◆ **WHAT TO DO**
Reproduce the records word for word, from the first line to the line containing "I need the bounding box of all text".

◆ **ENTRIES SUPPLIED**
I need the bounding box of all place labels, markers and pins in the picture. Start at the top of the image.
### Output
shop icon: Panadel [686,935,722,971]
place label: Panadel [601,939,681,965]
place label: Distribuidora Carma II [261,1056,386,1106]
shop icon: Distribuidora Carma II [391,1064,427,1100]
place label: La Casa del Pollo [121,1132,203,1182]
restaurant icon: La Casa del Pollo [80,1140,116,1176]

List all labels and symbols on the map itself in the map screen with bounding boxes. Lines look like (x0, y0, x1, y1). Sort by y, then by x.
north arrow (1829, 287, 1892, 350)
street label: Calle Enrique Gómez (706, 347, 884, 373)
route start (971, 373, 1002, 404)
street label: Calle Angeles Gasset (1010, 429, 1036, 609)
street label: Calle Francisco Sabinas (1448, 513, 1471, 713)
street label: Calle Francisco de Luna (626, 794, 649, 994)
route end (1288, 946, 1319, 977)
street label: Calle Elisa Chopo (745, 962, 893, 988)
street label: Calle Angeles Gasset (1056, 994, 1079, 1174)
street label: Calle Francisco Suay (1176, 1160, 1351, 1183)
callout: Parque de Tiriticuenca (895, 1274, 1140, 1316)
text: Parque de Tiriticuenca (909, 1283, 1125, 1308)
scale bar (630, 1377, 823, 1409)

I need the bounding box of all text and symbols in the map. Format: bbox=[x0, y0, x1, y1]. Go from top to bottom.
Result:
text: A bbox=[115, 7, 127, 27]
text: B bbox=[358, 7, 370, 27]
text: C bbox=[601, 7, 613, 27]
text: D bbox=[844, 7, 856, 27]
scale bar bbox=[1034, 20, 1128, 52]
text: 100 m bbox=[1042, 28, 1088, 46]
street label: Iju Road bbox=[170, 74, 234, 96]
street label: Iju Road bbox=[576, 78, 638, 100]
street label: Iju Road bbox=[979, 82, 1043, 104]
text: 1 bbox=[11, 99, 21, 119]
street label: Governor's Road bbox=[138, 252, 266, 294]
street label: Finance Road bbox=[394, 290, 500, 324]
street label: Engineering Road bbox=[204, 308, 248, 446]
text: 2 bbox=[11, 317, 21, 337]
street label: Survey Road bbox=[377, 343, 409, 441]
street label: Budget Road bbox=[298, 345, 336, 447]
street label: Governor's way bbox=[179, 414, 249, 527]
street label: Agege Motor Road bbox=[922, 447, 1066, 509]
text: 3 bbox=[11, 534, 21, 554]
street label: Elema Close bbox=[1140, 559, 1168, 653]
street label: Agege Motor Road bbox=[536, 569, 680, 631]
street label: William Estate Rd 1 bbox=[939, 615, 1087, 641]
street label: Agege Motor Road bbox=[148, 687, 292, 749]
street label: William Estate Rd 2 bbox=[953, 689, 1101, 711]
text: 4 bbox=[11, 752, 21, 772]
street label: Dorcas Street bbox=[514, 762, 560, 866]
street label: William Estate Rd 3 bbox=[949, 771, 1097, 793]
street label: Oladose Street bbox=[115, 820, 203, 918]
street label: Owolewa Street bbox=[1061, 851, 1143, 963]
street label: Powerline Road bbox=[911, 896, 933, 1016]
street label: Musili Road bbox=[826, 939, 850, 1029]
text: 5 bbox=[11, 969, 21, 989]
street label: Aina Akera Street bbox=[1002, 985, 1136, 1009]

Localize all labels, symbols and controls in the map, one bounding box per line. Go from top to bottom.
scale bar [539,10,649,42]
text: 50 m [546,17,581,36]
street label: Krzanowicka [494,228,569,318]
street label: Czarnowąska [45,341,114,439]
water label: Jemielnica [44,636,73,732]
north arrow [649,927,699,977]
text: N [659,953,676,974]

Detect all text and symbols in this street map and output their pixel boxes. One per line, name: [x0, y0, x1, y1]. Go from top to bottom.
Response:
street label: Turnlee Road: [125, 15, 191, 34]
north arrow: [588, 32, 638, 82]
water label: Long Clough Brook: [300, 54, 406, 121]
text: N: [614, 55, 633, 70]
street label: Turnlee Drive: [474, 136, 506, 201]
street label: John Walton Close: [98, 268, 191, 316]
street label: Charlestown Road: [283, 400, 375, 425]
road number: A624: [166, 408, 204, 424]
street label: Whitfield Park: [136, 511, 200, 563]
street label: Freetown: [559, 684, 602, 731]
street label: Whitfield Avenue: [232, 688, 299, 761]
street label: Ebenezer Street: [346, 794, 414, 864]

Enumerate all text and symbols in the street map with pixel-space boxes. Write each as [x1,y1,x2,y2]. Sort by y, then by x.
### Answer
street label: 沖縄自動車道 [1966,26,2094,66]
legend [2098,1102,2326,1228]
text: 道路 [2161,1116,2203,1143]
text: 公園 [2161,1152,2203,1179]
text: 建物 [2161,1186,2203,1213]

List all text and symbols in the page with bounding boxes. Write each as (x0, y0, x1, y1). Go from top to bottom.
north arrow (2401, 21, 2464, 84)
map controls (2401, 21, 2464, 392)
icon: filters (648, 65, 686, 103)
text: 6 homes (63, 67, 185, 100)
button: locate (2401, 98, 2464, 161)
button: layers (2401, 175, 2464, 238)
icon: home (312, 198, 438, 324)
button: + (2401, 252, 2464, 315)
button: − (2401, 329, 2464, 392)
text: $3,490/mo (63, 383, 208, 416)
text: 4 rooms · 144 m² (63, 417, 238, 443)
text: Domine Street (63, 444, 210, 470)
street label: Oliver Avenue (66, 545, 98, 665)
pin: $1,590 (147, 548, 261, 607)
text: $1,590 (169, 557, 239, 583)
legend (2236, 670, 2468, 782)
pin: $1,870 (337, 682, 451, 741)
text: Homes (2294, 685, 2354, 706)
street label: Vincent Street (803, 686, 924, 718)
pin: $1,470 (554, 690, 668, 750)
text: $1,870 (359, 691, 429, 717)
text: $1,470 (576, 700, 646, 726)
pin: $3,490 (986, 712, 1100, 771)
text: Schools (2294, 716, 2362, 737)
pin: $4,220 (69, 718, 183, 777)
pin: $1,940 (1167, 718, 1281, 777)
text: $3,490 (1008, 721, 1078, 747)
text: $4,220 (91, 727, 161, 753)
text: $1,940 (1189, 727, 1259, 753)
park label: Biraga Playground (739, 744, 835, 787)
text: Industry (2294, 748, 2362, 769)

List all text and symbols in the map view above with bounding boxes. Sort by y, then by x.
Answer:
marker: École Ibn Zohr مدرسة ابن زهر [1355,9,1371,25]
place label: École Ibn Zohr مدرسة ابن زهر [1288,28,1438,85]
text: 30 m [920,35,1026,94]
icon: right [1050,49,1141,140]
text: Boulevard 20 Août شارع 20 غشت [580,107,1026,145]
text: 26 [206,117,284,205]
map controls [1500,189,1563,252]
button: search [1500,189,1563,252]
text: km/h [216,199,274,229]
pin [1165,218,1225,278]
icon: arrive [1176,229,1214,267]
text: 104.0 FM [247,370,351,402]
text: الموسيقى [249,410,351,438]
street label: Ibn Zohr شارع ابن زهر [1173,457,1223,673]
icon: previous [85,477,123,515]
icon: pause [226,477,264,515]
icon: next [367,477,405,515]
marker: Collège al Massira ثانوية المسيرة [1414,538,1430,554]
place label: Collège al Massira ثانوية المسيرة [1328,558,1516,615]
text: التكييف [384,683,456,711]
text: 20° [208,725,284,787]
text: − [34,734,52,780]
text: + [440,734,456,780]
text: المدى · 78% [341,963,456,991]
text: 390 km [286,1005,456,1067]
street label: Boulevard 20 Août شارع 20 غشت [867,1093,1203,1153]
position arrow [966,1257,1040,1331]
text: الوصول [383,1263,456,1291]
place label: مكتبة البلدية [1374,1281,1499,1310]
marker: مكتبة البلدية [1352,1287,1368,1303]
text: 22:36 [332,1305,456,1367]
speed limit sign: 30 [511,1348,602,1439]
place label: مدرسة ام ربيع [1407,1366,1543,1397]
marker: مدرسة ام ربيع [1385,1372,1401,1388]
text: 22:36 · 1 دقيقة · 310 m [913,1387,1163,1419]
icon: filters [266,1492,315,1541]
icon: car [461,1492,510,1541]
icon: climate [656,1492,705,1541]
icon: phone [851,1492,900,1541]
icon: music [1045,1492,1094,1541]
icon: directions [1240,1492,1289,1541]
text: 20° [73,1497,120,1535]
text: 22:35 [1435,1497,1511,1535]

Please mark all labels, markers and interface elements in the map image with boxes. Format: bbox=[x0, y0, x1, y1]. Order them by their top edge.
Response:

◆ **REPLY**
I need the bounding box of all place labels, markers and pins in the picture. Start at the top of the image.
### Output
shop icon: Panadel [686,935,722,971]
place label: Panadel [601,939,681,965]
place label: Distribuidora Carma II [261,1056,386,1106]
shop icon: Distribuidora Carma II [391,1064,427,1100]
place label: La Casa del Pollo [121,1132,203,1182]
restaurant icon: La Casa del Pollo [80,1140,116,1176]

List all labels and symbols on the map itself in the map screen with bounding boxes. Lines look like (x0, y0, x1, y1). Sort by y, then by x.
north arrow (1829, 287, 1892, 350)
street label: Calle Enrique Gómez (706, 347, 884, 373)
route start (971, 373, 1002, 404)
street label: Calle Angeles Gasset (1010, 429, 1036, 609)
street label: Calle Francisco Sabinas (1448, 513, 1471, 713)
street label: Calle Francisco de Luna (626, 794, 649, 994)
route end (1288, 946, 1319, 977)
street label: Calle Elisa Chopo (745, 962, 893, 988)
street label: Calle Angeles Gasset (1056, 994, 1079, 1174)
street label: Calle Francisco Suay (1176, 1160, 1351, 1183)
callout: Parque de Tiriticuenca (895, 1274, 1140, 1316)
text: Parque de Tiriticuenca (909, 1283, 1125, 1308)
scale bar (630, 1377, 823, 1409)

I need the bounding box of all text and symbols in the map. Format: bbox=[x0, y0, x1, y1]. Go from top to bottom.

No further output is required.